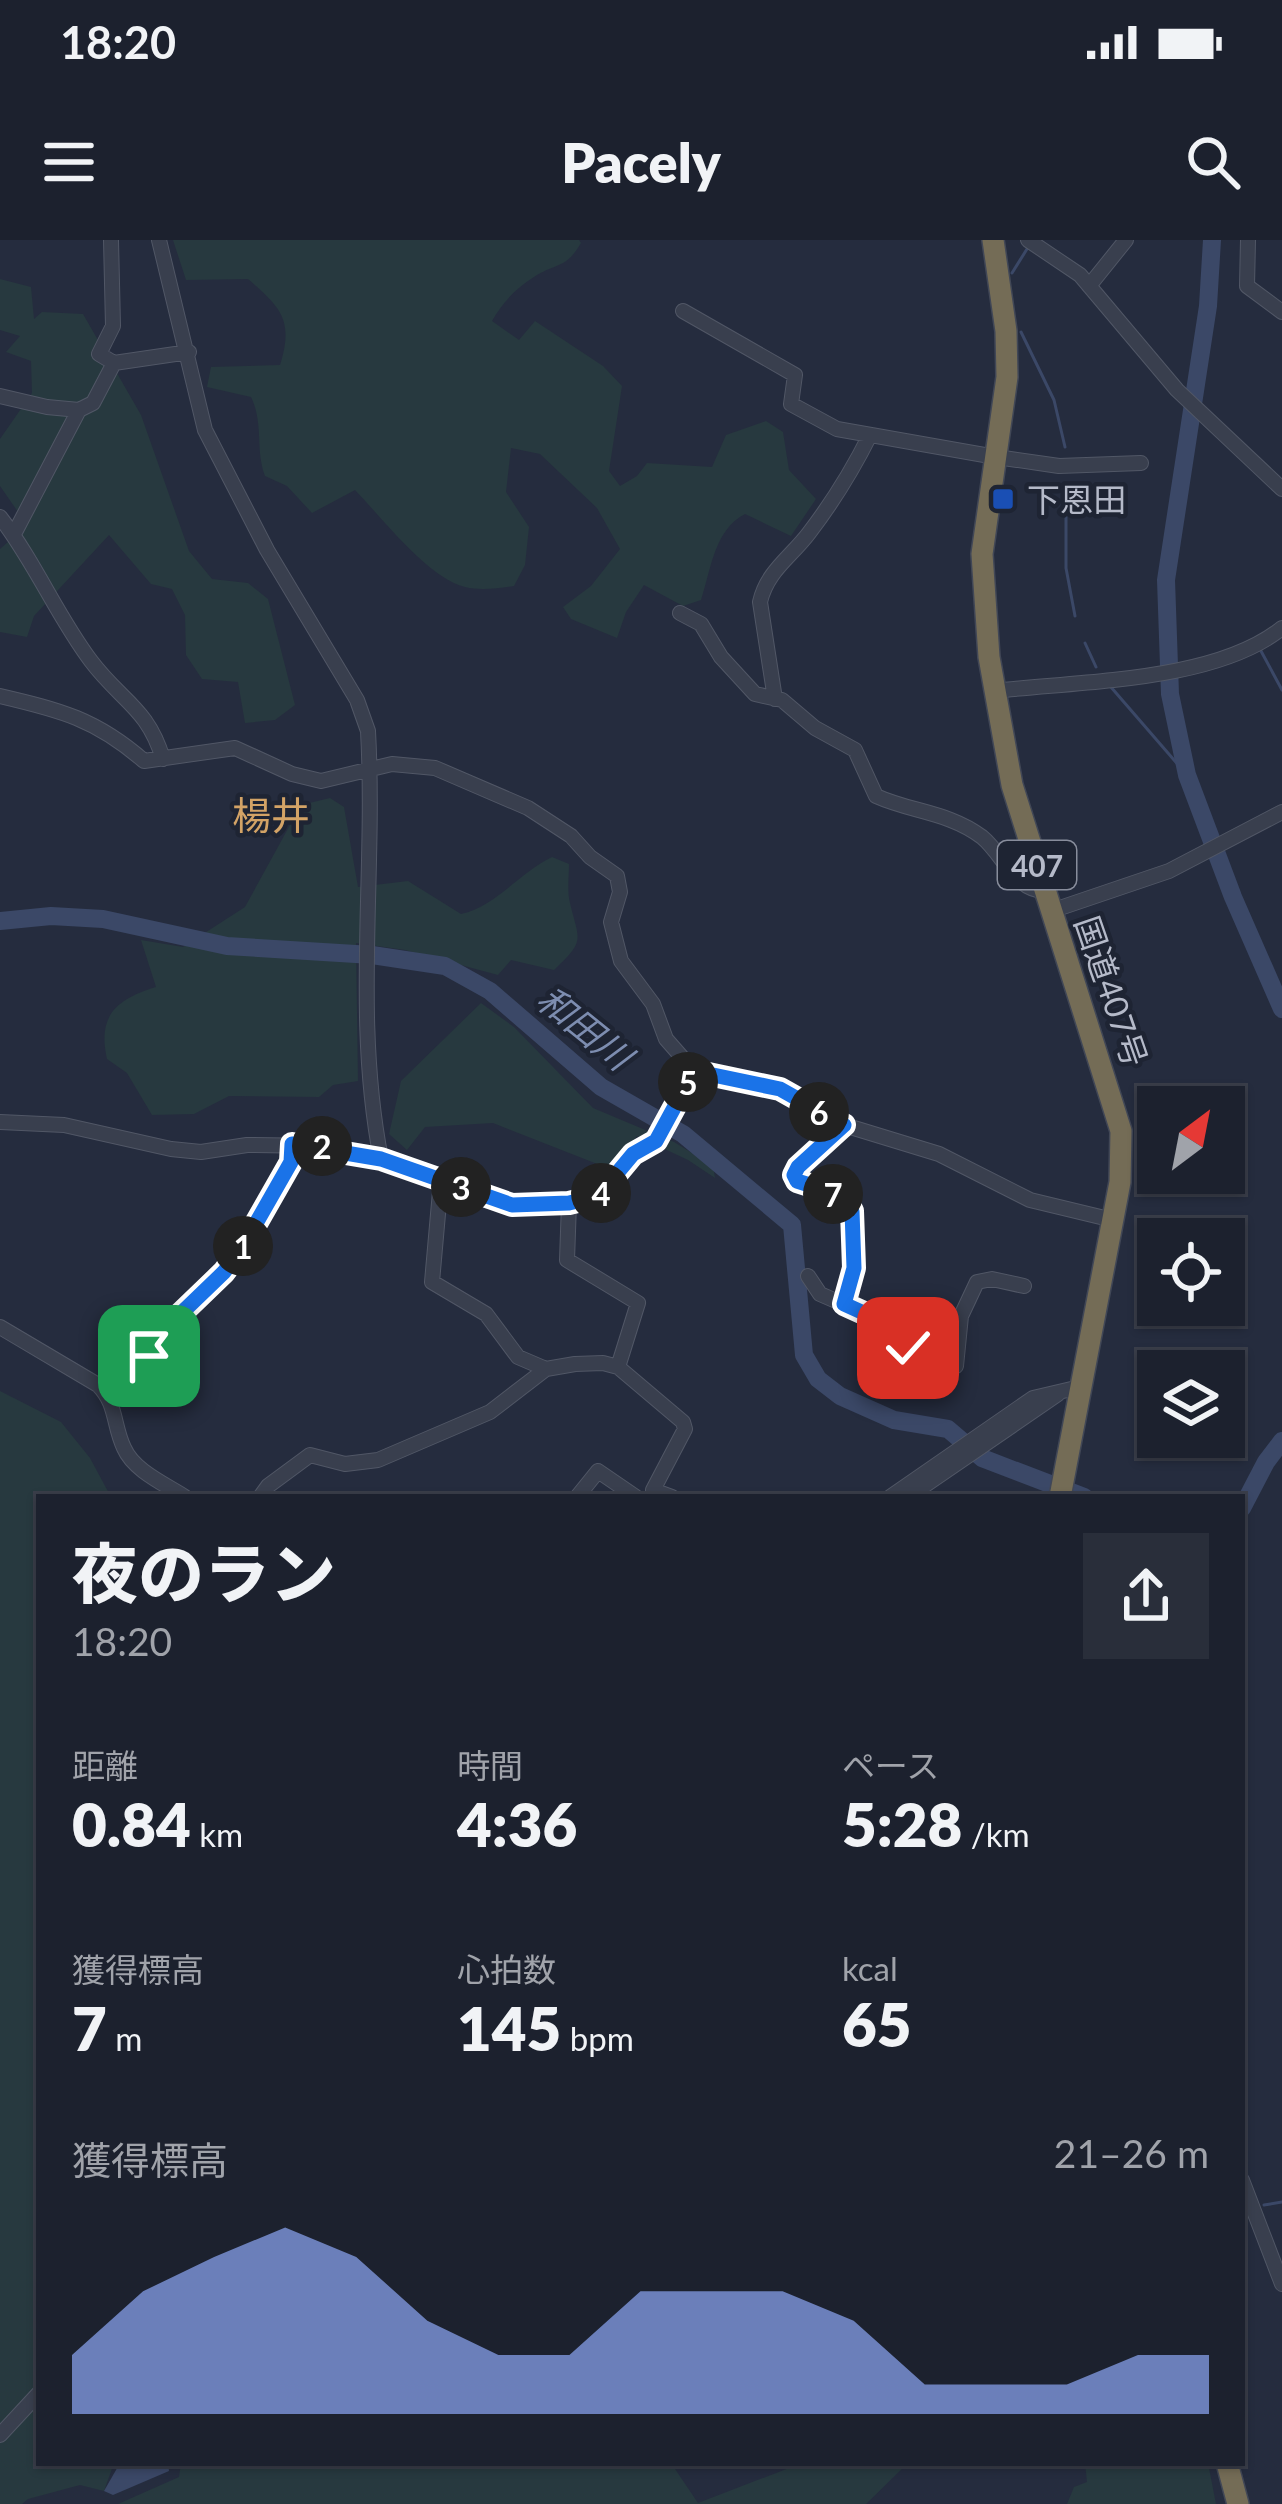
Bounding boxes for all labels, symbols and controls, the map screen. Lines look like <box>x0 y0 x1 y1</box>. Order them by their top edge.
text: 18:20 <box>60 15 176 69</box>
icon: menu <box>36 129 102 195</box>
icon: search <box>1180 129 1246 195</box>
text: Pacely <box>561 130 721 195</box>
place label: 下恩田 <box>1027 479 1126 519</box>
marker: 下恩田 <box>990 486 1016 512</box>
district label: 楊井 <box>232 792 310 838</box>
road number: 407 <box>998 841 1076 889</box>
street label: 国道407号 <box>1068 911 1156 1071</box>
water label: 和田川 <box>529 976 644 1081</box>
pin: 5 <box>658 1052 718 1112</box>
text: 5 <box>678 1062 698 1102</box>
pin: 6 <box>789 1082 849 1142</box>
north arrow <box>1137 1086 1245 1194</box>
map controls <box>1137 1086 1245 1458</box>
text: 6 <box>809 1092 829 1132</box>
pin: 2 <box>292 1116 352 1176</box>
text: 2 <box>312 1126 332 1166</box>
pin: 3 <box>431 1157 491 1217</box>
pin: 4 <box>571 1163 631 1223</box>
pin: 7 <box>803 1164 863 1224</box>
text: 3 <box>451 1167 471 1207</box>
text: 4 <box>591 1173 611 1213</box>
text: 7 <box>823 1174 843 1214</box>
pin: 1 <box>213 1216 273 1276</box>
button: locate <box>1137 1218 1245 1326</box>
text: 1 <box>233 1226 253 1266</box>
pin <box>857 1297 959 1399</box>
pin <box>98 1305 200 1407</box>
icon: check <box>875 1315 941 1381</box>
icon: arrive <box>116 1323 182 1389</box>
button: layers <box>1137 1350 1245 1458</box>
text: 夜のラン <box>72 1533 336 1612</box>
button: share <box>1083 1533 1209 1659</box>
text: 18:20 <box>72 1618 172 1664</box>
text: 距離 <box>72 1745 138 1785</box>
text: 時間 <box>457 1745 523 1785</box>
text: ペース <box>842 1745 939 1785</box>
text: 0.84 <box>72 1788 191 1860</box>
text: 4:36 <box>457 1788 577 1860</box>
text: 5:28 <box>842 1788 962 1860</box>
text: km <box>191 1814 243 1854</box>
text: /km <box>962 1814 1030 1854</box>
text: kcal <box>842 1948 898 1988</box>
text: 獲得標高 <box>72 1949 204 1989</box>
text: 心拍数 <box>457 1949 556 1989</box>
text: 65 <box>842 1988 912 2060</box>
text: 7 <box>72 1992 107 2064</box>
text: 145 <box>457 1992 561 2064</box>
text: m <box>107 2018 142 2058</box>
text: bpm <box>561 2018 634 2058</box>
text: 21–26 m <box>1054 2130 1209 2176</box>
text: 獲得標高 <box>72 2137 228 2183</box>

### WORK REQUIRED
Please reproduce all the material exactly. Pictures stay out of the copy.

### ANSWER BELOW
Bounding boxes for all labels, symbols and controls, the map screen. Lines look like <box>x0 y0 x1 y1</box>. Order them by their top edge.
text: 18:20 <box>60 15 176 69</box>
icon: menu <box>36 129 102 195</box>
icon: search <box>1180 129 1246 195</box>
text: Pacely <box>561 130 721 195</box>
place label: 下恩田 <box>1027 479 1126 519</box>
marker: 下恩田 <box>990 486 1016 512</box>
district label: 楊井 <box>232 792 310 838</box>
road number: 407 <box>998 841 1076 889</box>
street label: 国道407号 <box>1068 911 1156 1071</box>
water label: 和田川 <box>529 976 644 1081</box>
pin: 5 <box>658 1052 718 1112</box>
text: 5 <box>678 1062 698 1102</box>
pin: 6 <box>789 1082 849 1142</box>
north arrow <box>1137 1086 1245 1194</box>
map controls <box>1137 1086 1245 1458</box>
text: 6 <box>809 1092 829 1132</box>
pin: 2 <box>292 1116 352 1176</box>
text: 2 <box>312 1126 332 1166</box>
pin: 3 <box>431 1157 491 1217</box>
pin: 4 <box>571 1163 631 1223</box>
pin: 7 <box>803 1164 863 1224</box>
text: 3 <box>451 1167 471 1207</box>
text: 4 <box>591 1173 611 1213</box>
text: 7 <box>823 1174 843 1214</box>
pin: 1 <box>213 1216 273 1276</box>
button: locate <box>1137 1218 1245 1326</box>
text: 1 <box>233 1226 253 1266</box>
pin <box>857 1297 959 1399</box>
pin <box>98 1305 200 1407</box>
icon: check <box>875 1315 941 1381</box>
icon: arrive <box>116 1323 182 1389</box>
button: layers <box>1137 1350 1245 1458</box>
text: 夜のラン <box>72 1533 336 1612</box>
button: share <box>1083 1533 1209 1659</box>
text: 18:20 <box>72 1618 172 1664</box>
text: 距離 <box>72 1745 138 1785</box>
text: 時間 <box>457 1745 523 1785</box>
text: ペース <box>842 1745 939 1785</box>
text: 0.84 <box>72 1788 191 1860</box>
text: 4:36 <box>457 1788 577 1860</box>
text: 5:28 <box>842 1788 962 1860</box>
text: km <box>191 1814 243 1854</box>
text: /km <box>962 1814 1030 1854</box>
text: kcal <box>842 1948 898 1988</box>
text: 獲得標高 <box>72 1949 204 1989</box>
text: 心拍数 <box>457 1949 556 1989</box>
text: 65 <box>842 1988 912 2060</box>
text: 7 <box>72 1992 107 2064</box>
text: 145 <box>457 1992 561 2064</box>
text: m <box>107 2018 142 2058</box>
text: bpm <box>561 2018 634 2058</box>
text: 21–26 m <box>1054 2130 1209 2176</box>
text: 獲得標高 <box>72 2137 228 2183</box>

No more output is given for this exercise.